Hands-on Tutorials

Jazz music generation using GPT

Generating jazz music using GPT and piano roll encoding methods

Viet Pham

Published in

Towards Data Science

7 min readJan 6, 2021

The Generative Pre-trained Transformer or GPT model has achieved astonishing results when dealing with Natural Language Processing (NLP) tasks. However, the model architecture is not exclusive to NLP and has been utilised to solves other problem such as time-series prediction or music generation. In this article, I will share with the approach that I used to generate music (specifically Jazz music) using a very simple version of the GPT model.

Background
Piano roll encoding approach
Data preprocessing and analysis
GPT Model
Training
Inferencing
Web App
Conclusion

Background

The music generation task has been tackled in the past using deep neural networks such as RNN specifically LSTM or CNN and most recently Transformer.
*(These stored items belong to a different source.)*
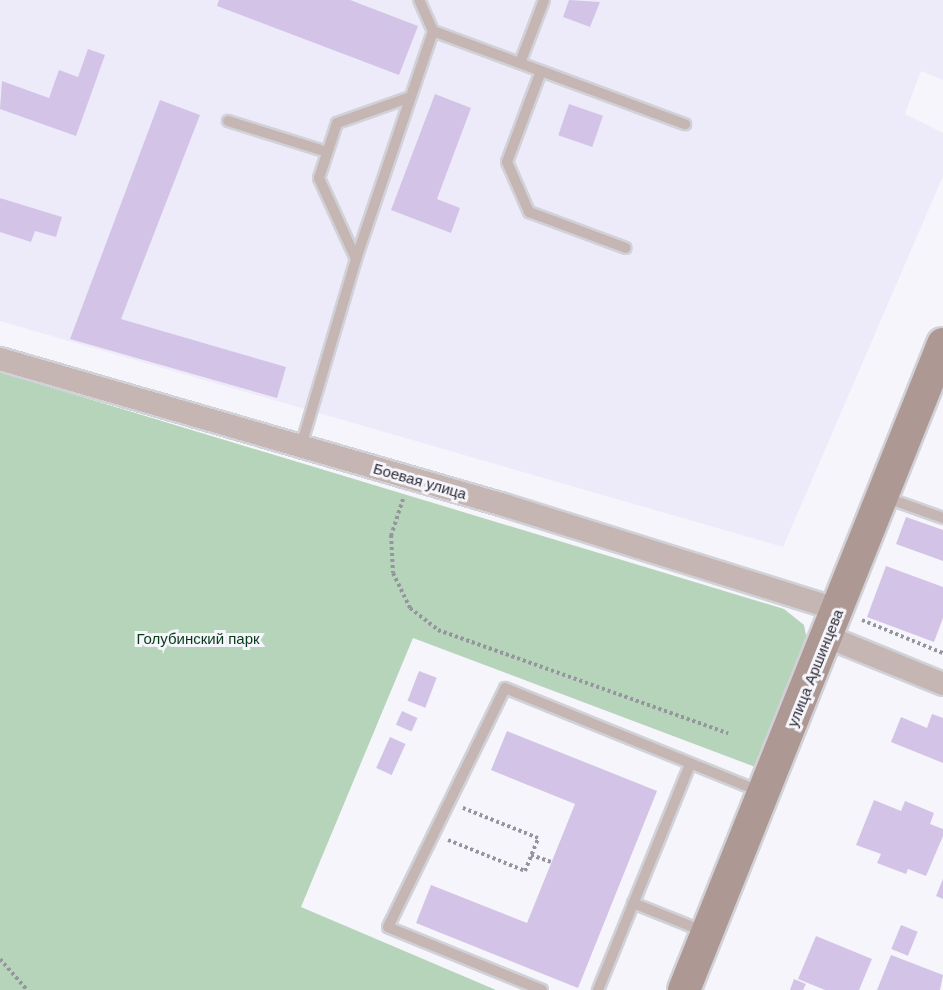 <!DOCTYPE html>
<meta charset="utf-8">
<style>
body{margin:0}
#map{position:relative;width:943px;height:990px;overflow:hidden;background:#f5f5fb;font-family:Arial,sans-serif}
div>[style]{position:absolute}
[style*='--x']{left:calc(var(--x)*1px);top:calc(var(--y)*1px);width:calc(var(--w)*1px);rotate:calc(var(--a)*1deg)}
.built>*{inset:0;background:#edebfa}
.green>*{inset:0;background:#b5d4ba}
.building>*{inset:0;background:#d3c4e7;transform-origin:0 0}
.path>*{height:4px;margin-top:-2px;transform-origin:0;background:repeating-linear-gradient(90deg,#96959e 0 3px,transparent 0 6px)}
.roads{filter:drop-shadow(2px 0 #d1d1d8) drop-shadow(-2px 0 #d1d1d8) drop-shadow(0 2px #d1d1d8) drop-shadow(0 -2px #d1d1d8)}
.lane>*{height:10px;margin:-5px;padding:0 5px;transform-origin:5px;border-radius:5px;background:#c5b6b3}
.street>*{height:22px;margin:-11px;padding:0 11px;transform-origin:11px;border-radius:11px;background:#c5b6b3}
.secondary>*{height:32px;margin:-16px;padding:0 16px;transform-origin:16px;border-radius:16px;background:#ad9893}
span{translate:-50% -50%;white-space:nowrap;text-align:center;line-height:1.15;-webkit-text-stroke:6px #f5f5fb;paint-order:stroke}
.street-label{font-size:15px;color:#2e2c37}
.park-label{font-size:15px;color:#073b18}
</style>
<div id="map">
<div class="built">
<div style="clip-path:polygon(0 0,943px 0,943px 80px,921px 71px,905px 114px,943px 133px,943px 176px,783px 547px,0 321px)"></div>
</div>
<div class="green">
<div style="clip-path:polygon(0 372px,784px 609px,804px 625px,807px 640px,758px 768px,413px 638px,301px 907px,496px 990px,0 990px)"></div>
</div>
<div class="building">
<div style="clip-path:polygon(219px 0,350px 0,418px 26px,399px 75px,217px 6px)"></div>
<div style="clip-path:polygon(569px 0,600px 2px,590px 27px,563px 17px)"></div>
<div style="clip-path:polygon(88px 49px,105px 55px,76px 136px,0 109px,2px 81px,49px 98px,59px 70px,78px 77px)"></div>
<div style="clip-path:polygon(435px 94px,471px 108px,437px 199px,460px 208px,451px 233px,391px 210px)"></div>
<div style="clip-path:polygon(160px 100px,200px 115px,121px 319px,286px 367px,277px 398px,70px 339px)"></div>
<div style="left:569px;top:104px;width:36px;height:33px;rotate:19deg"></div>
<div style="clip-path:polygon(0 198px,62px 217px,56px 237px,35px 231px,31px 242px,0 232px)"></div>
<div style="clip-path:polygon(906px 517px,943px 530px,943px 561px,896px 544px)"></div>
<div style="clip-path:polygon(886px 566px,943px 587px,943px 618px,934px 642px,867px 617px)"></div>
<div style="left:419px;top:671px;width:19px;height:32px;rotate:21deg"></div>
<div style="left:402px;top:711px;width:17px;height:15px;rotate:24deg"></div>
<div style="clip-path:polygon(932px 714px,943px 718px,943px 763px,891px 742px,901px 717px,927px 728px)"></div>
<div style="clip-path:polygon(507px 731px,657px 791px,578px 988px,416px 923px,431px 885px,527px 923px,575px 804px,491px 770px)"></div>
<div style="left:390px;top:737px;width:17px;height:34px;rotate:24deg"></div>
<div style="clip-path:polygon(874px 800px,901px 811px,905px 801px,934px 813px,930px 824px,943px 829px,943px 836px,926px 876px,908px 869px,906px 874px,877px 863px,881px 854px,856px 845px)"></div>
<div style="clip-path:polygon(943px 879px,943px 899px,936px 896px)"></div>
<div style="left:901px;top:925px;width:18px;height:26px;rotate:22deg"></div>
<div style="clip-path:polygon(816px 936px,872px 959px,859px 990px,825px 990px,798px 979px)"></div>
<div style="clip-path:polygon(891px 955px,943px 975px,940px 990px,877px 990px)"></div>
<div style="clip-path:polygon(794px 979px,806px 984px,803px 990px,790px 990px)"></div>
</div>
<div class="path">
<div style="--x:403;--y:499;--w:38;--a:108"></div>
<div style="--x:391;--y:535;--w:38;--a:87"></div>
<div style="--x:393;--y:573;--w:39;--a:64"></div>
<div style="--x:410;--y:608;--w:36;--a:38"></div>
<div style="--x:438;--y:630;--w:308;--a:19.6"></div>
<div style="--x:862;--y:620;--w:87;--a:22.2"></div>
<div style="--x:448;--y:840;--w:83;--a:21.9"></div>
<div style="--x:525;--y:871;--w:35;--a:-68"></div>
<div style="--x:538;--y:838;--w:81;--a:-158.2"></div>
<div style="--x:531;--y:855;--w:21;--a:19"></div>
<div style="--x:0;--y:959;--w:41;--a:48.9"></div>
</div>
<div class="roads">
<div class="lane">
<div style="--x:433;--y:31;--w:269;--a:20.3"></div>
<div style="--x:520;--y:63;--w:67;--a:-69.1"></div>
<div style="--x:541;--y:71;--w:97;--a:110.5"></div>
<div style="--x:507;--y:162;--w:55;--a:66.3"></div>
<div style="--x:529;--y:212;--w:103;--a:20.4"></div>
<div style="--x:228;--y:121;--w:104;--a:17.4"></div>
<div style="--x:356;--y:259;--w:89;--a:-114.6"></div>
<div style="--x:319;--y:178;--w:58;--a:-71.9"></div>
<div style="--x:337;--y:123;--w:75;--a:-19.4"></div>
<div style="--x:301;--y:446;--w:195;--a:-73.6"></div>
<div style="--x:356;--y:259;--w:241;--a:-71.3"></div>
<div style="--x:433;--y:31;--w:34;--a:-114"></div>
<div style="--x:884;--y:497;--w:63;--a:19.6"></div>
<div style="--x:633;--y:903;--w:78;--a:21.9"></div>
<div style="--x:542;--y:990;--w:166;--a:-157.8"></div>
<div style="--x:388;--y:927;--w:266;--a:-63.9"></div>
<div style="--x:505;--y:688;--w:276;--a:22.1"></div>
<div style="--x:598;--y:990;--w:244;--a:-67.8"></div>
</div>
<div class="street">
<div style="--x:0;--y:359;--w:525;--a:16.16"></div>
<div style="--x:504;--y:505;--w:351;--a:17.4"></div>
<div style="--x:828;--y:637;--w:124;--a:22.2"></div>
</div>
<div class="secondary">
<div style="--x:684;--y:990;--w:696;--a:-68.15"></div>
</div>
</div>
<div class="street-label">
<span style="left:420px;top:481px;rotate:16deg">Боевая улица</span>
<span style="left:815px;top:668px;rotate:-68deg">улица Аршинцева</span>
</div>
<div class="park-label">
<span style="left:198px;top:639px">Голубинский парк</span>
</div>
</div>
In someway, the approach to solving this problem is greatly influenced by NLP as the structure between musical notes in a song and text in a paragraph are fairly similar. The main difference when dealing with music as compared to text is in the information encoding step which we will explore later on.

In addition, the reason why I chose the Jazz genre is because of the unpredictability in it (and also Jazz is one of my favourite music genres). As they often say there is no “wrong” note in Jazz, especially during improvisation, I am curious to see how the predicted music will sound like when trained on Jazz dataset. For this project, we will only focus on generating Jazz using the Piano instrument.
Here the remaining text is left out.